Caution when using near the eyes, as Emla may cause eye irritation. Also, the loss of protective reflexes may allow corneal irritation and potential abrasion. If eye contact occurs, immediately rinse the eye in water or sodium chloride solution and protect untill sensation returns.
Caution when using on areas on skin with atopic dermatitis; the application time should be reduced (15-30 minutes).
In children under 2 months, safety and efficacy have only been studied with application of a single dose. In these children, a transient increase in methaemoglobin levels is often seen for up to 13 hours after Emla has been applied.
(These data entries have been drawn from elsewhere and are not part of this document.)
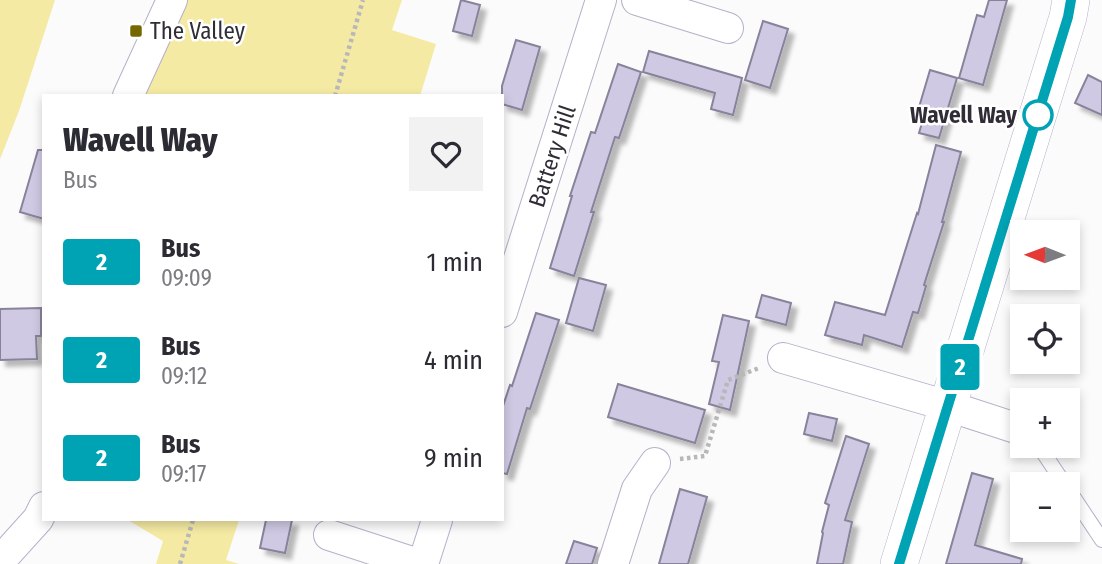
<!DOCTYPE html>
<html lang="en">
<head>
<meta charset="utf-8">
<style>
	:root { --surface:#fff; --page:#f2f2f3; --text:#2b2b33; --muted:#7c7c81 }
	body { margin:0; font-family:"Fira Sans Condensed",sans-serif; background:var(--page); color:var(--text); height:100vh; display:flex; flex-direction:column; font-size:26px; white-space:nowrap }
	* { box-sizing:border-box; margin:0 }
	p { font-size:23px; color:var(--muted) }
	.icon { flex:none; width:38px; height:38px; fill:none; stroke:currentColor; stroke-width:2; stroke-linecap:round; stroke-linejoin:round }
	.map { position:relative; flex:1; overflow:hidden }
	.details { position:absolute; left:42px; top:94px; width:462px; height:427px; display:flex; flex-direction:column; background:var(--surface); border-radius:0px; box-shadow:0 4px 10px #0003 }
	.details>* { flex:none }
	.badge { padding:0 14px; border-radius:5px; font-size:24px; line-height:46px }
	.needle { width:46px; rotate:271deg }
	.controls { position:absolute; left:1010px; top:220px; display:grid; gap:14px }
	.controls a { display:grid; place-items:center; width:70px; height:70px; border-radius:0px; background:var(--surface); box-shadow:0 4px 10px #0003; font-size:35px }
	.map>.badge { position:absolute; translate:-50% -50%; box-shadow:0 0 0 4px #fff }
	.round { display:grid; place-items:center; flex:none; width:74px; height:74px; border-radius:0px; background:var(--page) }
	.summary { display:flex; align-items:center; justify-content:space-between; height:119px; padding:0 21px }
	h1 { font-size:33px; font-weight:800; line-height:52px }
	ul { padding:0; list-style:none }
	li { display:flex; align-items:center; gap:21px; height:98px; padding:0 21px }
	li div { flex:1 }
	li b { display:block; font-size:26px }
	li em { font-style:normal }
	li .badge { min-width:77px; font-weight:700; text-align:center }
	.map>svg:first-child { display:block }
	.green { fill:#f5eaa3 }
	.building { fill:#cfc9e3; stroke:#88839b; stroke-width:2; filter:url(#shadow) }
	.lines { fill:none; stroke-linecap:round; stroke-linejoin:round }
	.service-casing { stroke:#b6b0c9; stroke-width:16 }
	.minor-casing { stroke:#b6b0c9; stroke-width:32 }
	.tertiary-casing { stroke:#b6b0c9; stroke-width:38 }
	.path { stroke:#b8b7ba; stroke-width:4.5; stroke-dasharray:3.5 3.5; stroke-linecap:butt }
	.service { stroke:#fff; stroke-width:14 }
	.minor { stroke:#fff; stroke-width:30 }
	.tertiary { stroke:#fff; stroke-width:37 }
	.line-casing { stroke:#fff; stroke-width:16 }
	.line { stroke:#00a3b4; stroke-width:10 }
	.poi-dot { fill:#766800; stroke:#fff; stroke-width:2.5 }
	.stop-dot { fill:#fff; stroke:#00a3b4; stroke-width:3.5 }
	.labels { text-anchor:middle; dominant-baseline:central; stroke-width:5; stroke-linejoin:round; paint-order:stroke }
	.poi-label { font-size:23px; fill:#302d37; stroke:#fff; text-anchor:start }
	.stop-label { font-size:23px; font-weight:bold; fill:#302d37; stroke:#fff; text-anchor:end }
	.street-label { font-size:23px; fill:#302d37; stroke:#fff }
</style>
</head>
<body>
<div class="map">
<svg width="1102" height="564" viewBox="0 0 1102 564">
	<defs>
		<filter id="shadow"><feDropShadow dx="6" dy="6" stdDeviation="2" flood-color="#0004"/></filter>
	</defs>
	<rect width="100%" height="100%" fill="#fbfbfb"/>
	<g class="green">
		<polygon points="0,0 55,0 19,111 0,159"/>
		<polygon points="182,0 402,0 392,30 436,44 420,96 139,96"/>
		<polygon points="128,520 239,520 226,560 239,564 156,564 163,541"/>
	</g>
	<g class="building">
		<polygon points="461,0 480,5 472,36 453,31"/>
		<polygon points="989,0 1007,0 983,85 959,78 977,15 984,17"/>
		<polygon points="763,21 788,29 770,88 745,80"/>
		<polygon points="516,40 540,47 522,110 502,104 502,86"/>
		<polygon points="649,51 742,78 733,115 711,109 715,93 643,72"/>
		<polygon points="618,64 641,72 619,138 615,137 591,212 594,212 574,276 550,268 572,196 570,196 591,132 595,133"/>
		<polygon points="930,70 957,78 939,138 919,133 924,116 917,114"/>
		<polygon points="1088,75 1102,82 1102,115 1075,103"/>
		<polygon points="936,145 961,152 942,222 944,222 924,285 926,286 918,313 913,312 902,347 864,335 862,345 825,335 835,302 885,315 917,213 918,214"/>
		<polygon points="38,150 44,150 44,219 20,212"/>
		<polygon points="579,278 606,285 593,331 566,323"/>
		<polygon points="762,295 791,303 786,325 756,317"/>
		<polygon points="41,308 41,336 36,336 37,359 0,360 0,309"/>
		<polygon points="536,313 559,320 530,409 527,408 507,474 502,473 502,409 510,385 512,386"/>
		<polygon points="723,315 749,321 730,410 709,404 719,362 712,361"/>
		<polygon points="618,384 705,410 695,443 608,417"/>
		<polygon points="809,413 837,419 832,441 804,434"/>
		<polygon points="846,436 869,444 845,520 852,522 843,564 817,564 823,533 822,532 829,505 825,503"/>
		<polygon points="972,473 993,479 975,545 1022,559 1021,564 946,564"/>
		<polygon points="680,489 707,497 688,564 659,564"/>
		<polygon points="266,520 292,520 285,553 260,548"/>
		<polygon points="574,541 597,548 592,564 566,564"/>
	</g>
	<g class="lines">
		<g class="service-casing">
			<g id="service">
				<polyline points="1039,446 1065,485"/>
				<polyline points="1068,489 1102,540"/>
			</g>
		</g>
		<g class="minor-casing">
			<g id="minor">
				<polyline points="637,0 728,28"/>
				<polyline points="128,96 172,0"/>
				<polyline points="502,312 601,0"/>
				<polyline points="783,358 948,406 1022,430"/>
				<polyline points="329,535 418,564"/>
				<polyline points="0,561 38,519 44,507"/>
				<polyline points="423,564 437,520"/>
				<polyline points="613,564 637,489 655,463"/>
			</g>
		</g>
		<g class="tertiary-casing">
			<polyline id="tertiary" points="899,564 1068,17 1071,0"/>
		</g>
		<g class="path">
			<polyline points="335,96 363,0"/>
			<polyline points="680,459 705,456 728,380 759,368"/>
			<polyline points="180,564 193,520"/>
		</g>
		<use href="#service" class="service"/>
		<use href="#minor" class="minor"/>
		<use href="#tertiary" class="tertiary"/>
	</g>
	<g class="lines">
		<g class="line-casing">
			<polyline id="line" points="899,564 1068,17 1071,0"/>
		</g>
		<use href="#line" class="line"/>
	</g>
	<rect class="poi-dot" x="129" y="24" width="14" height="14" rx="3.5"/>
	<circle class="stop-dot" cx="1038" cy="115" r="14"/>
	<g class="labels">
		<g class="poi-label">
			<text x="150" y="31">The Valley</text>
		</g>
		<g class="stop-label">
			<text x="1017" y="115">Wavell Way</text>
		</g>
		<g class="street-label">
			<text transform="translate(552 156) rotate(-72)">Battery Hill</text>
		</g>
	</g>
</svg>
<div class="controls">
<a><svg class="needle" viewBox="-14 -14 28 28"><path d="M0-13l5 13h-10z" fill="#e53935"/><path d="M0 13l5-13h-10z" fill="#7c7c81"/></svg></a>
<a><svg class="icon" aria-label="locate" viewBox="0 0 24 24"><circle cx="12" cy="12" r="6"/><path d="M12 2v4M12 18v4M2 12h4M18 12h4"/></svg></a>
<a>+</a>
<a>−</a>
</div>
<b class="badge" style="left:960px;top:367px;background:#00a3b4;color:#fff">2</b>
<section class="details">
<div class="summary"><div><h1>Wavell Way</h1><p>Bus</p></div><a class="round"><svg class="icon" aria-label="heart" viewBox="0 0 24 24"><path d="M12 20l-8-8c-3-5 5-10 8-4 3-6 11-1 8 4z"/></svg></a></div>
<ul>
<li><span class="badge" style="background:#00a3b4;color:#fff">2</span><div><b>Bus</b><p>09:09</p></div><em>1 min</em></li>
<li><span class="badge" style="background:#00a3b4;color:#fff">2</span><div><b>Bus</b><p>09:12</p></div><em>4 min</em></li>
<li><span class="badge" style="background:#00a3b4;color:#fff">2</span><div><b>Bus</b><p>09:17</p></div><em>9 min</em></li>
</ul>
</section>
</div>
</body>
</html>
However, the increase that have been observed are probably of no clinical significance.
Patients treated with anti-arrhythmic drugs class II (e.g. amiodarone) should be under close surveillance and ECG monitoring considered, since cardiac effects may be additive.
Emla should not be used on damaged tympanic membrane or in other situations where penetration into the middle ear may occur.
Emla should not be applied to open wounds.
Emla should not be used on the genital mucosa in children on account of incomplete data of absorption.
Lidocaine and prilocaine have bactericidal and antiviral properties in concentrations above 0.5-2%. For this reason the results of intracutaneous injections of live vaccines (e.g. BCG) should be monitored.
Until further clinical experience is available, Emla should not be used for children aged 0-12 months during concomitant treatment with methaemoglobin-inducing drugs (see also Overdose).


Store at room temperature, below 25°C.